Chancellor Rachel Reeves' new 22 per cent tax on cash interest held within Stocks & Shares ISAs has prompted a financial expert to reveal a perfectly legal way to circumvent the charge. The strategy involves using money market funds and a small allocation to equities, according to Andreea Ion, a former finance professional who now shares advice on social media and her podcast.
New Tax and Cash ISA Cap
In last year's Budget, Reeves announced that the Cash ISA allowance would be reduced from £20,000 to £12,000 annually for those under 65, aiming to encourage more Britons to invest. However, concerns emerged that savers would simply use the £20,000 allowance of the Stocks & Shares ISA without actually investing, leaving the funds as cash.
Following weeks of speculation, HMRC confirmed on Tuesday (June 23) that a 22 per cent 'charge' will apply to interest earned on cash held in non-Cash ISAs, including the Stocks & Shares ISA. The guidance also stipulates: 'Non Cash ISA portfolios made up of 100% cash-like assets will be non-qualifying investments'.
How the Loophole Works
Andreea Ion highlighted the importance of this single sentence, explaining how it offers a possible way around the charge. She said: "HMRC is set to charge a 22% tax on interest from cash inside a stocks and shares ISA. And I know that sounds confusing, so here's how this happened and how you might avoid it in 60 seconds."
"Rachel Reeves cut the Cash ISA allowance from £20,000 to £12,000 for under-65s. She said it's to get more Brits to invest instead. But people quickly spotted a loophole. They could put the extra money into a Stocks and Shares ISA and just leave it as cash, because most investment providers still pay interest on uninvested cash."

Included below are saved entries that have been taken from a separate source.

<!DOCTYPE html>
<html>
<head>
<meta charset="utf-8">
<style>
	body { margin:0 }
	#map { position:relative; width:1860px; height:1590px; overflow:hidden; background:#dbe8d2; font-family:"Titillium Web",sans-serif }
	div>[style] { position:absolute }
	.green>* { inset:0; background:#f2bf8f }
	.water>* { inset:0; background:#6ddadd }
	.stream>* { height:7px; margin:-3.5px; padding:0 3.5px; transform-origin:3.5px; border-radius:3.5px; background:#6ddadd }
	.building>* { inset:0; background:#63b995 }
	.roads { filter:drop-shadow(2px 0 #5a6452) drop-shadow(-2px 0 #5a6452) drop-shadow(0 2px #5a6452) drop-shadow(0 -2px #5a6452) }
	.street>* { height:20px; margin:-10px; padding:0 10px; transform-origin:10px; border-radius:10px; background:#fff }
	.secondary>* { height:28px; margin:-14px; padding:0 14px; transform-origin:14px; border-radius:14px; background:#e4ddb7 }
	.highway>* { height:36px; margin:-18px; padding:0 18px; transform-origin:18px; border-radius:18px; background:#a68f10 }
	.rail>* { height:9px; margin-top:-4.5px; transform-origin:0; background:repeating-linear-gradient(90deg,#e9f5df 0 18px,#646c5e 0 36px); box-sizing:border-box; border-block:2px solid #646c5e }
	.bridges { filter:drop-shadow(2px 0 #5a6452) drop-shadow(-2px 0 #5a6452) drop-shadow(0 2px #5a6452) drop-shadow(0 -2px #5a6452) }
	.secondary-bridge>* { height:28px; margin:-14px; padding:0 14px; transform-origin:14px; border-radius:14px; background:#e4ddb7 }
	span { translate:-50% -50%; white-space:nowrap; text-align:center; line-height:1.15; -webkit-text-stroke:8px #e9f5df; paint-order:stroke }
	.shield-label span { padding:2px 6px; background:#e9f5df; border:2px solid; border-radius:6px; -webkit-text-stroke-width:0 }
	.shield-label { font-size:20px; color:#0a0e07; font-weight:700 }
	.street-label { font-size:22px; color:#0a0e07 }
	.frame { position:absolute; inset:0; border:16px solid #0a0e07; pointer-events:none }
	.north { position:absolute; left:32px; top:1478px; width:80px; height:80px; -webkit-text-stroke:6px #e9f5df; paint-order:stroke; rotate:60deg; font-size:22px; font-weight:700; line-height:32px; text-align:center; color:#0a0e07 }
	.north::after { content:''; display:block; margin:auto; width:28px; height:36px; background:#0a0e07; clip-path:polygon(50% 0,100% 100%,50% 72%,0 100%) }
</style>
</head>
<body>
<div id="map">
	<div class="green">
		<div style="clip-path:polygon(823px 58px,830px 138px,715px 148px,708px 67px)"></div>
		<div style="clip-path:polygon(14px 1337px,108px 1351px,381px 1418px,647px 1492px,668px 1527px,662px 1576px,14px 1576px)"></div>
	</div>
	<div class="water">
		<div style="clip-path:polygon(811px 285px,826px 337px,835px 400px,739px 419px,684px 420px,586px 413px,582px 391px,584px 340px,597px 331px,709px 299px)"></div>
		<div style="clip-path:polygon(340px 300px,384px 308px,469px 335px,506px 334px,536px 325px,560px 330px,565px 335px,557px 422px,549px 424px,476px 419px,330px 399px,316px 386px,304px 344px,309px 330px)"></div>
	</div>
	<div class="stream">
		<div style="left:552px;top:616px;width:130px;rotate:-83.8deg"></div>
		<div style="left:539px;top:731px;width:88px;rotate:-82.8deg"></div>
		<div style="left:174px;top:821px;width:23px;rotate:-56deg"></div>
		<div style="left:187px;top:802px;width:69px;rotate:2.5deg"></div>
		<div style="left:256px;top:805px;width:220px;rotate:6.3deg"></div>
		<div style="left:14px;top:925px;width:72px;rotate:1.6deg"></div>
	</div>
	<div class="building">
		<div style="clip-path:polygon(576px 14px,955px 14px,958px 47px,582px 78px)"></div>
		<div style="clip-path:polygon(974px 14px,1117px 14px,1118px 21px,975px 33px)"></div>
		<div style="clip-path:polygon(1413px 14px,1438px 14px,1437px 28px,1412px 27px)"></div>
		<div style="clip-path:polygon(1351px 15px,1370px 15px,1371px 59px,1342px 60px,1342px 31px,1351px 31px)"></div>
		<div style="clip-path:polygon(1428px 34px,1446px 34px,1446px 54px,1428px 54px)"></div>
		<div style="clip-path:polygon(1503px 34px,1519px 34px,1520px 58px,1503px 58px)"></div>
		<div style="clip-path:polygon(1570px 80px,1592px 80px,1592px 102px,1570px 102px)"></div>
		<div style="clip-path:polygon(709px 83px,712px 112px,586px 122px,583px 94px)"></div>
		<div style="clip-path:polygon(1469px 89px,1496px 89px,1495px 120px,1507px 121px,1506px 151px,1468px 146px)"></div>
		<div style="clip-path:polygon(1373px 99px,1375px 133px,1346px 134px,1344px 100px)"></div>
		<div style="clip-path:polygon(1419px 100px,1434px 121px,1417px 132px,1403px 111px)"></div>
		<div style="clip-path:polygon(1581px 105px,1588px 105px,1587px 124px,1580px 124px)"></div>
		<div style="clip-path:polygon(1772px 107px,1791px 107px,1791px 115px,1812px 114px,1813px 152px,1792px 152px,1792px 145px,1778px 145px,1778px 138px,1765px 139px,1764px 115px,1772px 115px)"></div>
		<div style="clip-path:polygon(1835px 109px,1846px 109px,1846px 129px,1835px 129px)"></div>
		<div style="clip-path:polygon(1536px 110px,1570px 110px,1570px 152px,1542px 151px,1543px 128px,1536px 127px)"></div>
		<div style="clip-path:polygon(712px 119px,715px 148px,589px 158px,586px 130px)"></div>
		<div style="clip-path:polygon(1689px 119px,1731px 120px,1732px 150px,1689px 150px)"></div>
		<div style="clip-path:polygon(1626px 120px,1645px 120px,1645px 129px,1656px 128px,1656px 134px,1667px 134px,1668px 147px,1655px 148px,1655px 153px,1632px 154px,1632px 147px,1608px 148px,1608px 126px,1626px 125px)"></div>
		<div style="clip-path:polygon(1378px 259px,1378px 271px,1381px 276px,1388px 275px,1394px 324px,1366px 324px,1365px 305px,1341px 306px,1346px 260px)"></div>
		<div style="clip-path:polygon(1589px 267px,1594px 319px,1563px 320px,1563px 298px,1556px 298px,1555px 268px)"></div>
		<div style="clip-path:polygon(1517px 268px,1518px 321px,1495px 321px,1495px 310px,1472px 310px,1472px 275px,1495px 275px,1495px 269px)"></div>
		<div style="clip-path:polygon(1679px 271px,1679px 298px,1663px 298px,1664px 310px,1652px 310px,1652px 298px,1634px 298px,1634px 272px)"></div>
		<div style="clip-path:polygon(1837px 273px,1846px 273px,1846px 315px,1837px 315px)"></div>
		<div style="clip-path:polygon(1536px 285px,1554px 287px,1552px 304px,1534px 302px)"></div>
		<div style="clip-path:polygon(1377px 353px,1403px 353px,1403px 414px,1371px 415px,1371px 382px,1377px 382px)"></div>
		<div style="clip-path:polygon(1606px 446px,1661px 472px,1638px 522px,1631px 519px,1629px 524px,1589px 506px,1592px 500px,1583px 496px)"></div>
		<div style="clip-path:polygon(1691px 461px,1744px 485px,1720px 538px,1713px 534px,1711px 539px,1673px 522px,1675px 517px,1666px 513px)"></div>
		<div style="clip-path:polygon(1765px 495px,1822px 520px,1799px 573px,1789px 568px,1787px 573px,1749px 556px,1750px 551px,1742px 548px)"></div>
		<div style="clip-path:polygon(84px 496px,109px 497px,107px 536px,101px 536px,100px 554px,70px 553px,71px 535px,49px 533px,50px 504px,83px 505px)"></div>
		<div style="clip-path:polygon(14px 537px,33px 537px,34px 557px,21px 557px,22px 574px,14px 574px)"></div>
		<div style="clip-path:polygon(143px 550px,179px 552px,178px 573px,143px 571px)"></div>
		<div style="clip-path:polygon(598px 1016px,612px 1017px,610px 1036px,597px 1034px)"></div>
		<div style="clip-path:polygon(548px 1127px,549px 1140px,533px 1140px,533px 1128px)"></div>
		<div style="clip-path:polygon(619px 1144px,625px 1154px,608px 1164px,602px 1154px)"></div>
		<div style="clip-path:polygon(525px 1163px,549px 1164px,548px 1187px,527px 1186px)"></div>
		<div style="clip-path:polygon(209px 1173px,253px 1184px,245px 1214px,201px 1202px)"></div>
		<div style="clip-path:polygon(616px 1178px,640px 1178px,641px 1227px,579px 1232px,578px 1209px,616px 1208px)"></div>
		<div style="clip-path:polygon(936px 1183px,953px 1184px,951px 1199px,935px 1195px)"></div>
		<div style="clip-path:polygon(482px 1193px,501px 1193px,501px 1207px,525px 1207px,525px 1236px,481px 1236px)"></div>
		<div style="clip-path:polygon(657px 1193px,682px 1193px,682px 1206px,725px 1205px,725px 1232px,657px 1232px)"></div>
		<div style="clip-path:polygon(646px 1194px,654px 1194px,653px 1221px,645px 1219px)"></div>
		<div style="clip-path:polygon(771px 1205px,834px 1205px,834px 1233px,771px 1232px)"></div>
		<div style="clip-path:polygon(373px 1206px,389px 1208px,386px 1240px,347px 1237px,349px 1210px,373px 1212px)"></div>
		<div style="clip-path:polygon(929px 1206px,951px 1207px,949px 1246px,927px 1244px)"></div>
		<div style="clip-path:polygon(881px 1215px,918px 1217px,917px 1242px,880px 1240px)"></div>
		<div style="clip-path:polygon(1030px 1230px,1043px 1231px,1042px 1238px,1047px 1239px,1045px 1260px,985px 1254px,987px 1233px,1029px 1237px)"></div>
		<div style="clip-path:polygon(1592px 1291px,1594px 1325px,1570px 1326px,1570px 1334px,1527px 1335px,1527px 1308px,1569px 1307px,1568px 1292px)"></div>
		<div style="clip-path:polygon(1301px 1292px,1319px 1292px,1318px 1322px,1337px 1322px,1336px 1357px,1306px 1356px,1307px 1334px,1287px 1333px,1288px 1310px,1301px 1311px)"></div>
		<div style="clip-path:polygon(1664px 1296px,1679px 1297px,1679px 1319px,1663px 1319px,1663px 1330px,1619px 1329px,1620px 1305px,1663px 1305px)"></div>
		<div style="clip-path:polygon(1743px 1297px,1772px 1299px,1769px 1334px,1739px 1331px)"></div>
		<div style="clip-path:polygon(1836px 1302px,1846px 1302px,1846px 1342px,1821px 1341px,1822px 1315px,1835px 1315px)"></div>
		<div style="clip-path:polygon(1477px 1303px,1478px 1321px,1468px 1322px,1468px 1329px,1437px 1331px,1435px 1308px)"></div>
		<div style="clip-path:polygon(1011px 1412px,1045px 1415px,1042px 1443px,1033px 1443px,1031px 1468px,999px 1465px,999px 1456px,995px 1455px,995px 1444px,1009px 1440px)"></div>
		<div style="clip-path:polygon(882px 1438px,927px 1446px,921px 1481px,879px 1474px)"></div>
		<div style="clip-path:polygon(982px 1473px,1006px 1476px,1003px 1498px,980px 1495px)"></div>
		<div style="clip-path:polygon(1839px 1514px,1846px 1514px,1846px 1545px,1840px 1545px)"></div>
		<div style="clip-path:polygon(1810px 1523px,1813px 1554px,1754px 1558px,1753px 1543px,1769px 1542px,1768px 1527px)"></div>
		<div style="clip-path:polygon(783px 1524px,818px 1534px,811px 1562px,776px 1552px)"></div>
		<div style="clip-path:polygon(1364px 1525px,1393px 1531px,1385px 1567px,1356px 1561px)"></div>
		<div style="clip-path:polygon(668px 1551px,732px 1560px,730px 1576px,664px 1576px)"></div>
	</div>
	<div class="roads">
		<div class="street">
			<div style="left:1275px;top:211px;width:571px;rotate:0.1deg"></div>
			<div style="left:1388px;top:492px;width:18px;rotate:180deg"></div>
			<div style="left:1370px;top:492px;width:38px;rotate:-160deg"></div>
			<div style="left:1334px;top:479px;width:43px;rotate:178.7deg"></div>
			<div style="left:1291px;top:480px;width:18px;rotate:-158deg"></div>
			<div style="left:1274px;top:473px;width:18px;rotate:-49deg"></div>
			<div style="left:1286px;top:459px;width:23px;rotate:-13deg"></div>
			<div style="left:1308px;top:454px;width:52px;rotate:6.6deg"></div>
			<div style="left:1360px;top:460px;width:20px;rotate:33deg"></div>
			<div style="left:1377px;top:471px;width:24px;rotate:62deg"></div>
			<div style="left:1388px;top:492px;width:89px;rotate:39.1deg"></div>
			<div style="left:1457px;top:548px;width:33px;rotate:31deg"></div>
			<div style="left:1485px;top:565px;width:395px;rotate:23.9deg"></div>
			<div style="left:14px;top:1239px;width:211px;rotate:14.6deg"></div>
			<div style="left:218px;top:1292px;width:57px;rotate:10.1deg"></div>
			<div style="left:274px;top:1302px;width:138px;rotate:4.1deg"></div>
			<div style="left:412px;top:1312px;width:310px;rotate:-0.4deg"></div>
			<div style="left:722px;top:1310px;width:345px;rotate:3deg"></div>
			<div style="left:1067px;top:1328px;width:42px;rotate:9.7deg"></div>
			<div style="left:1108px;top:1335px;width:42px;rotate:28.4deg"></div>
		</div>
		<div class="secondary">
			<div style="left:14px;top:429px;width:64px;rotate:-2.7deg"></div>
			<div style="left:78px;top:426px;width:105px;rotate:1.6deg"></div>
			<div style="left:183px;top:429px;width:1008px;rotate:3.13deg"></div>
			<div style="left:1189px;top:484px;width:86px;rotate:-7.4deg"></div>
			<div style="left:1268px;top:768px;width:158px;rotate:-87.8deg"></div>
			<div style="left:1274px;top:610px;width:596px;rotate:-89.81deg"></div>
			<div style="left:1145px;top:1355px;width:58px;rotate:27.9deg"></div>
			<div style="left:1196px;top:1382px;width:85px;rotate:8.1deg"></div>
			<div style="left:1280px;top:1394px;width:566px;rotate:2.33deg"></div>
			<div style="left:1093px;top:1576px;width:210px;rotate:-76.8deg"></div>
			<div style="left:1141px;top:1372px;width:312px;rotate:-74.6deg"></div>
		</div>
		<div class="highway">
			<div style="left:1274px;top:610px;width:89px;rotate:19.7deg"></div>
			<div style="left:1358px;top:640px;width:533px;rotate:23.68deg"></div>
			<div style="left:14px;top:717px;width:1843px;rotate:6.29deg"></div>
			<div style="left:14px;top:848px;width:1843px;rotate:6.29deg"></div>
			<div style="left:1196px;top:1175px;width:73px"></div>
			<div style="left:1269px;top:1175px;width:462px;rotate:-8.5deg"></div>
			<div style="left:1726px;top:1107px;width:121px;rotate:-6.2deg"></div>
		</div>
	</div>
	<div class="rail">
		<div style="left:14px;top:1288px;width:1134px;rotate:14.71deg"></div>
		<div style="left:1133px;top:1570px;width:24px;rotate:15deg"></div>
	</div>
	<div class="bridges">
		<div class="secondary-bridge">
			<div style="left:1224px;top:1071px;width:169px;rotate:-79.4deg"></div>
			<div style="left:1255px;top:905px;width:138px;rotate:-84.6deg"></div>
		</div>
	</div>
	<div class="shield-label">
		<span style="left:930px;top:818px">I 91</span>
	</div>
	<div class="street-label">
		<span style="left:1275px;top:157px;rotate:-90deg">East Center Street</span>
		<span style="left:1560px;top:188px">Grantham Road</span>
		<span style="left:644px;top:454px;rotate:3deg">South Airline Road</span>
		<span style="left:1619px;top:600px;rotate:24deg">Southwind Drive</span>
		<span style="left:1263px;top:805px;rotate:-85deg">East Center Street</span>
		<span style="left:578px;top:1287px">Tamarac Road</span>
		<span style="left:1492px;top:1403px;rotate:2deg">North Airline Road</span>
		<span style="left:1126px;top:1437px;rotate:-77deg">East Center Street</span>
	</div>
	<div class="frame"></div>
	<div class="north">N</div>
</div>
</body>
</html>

"So the government is trying to close that loophole by taxing that interest at 22 per cent. But, there's another loophole. There are super low-risk investments called money market funds that give similar returns to cash. So instead of keeping your money as cash, you could put it in one of those instead."
Complying with HMRC Rules
Ion added: "Now, HMRC has also said that you can't have 100% of your money in money market funds. That means that people could put most of their money in a money market fund, and a tiny amount in something like a global ETF or a stock. And that would comply with the rules as it stands."
She cautioned: "I don't necessarily think that you should do that because investing is still a great way to build wealth over the long run. But, I also don't like what HMRC are doing. So yeah, take that as you will."
New First-Time Buyer Account
The announcement also included a pledge to introduce a new first-time buyer account with no upper age limit, set to replace the Lifetime ISA. This move aims to support younger savers entering the property market, though details on the new account's terms have yet to be released.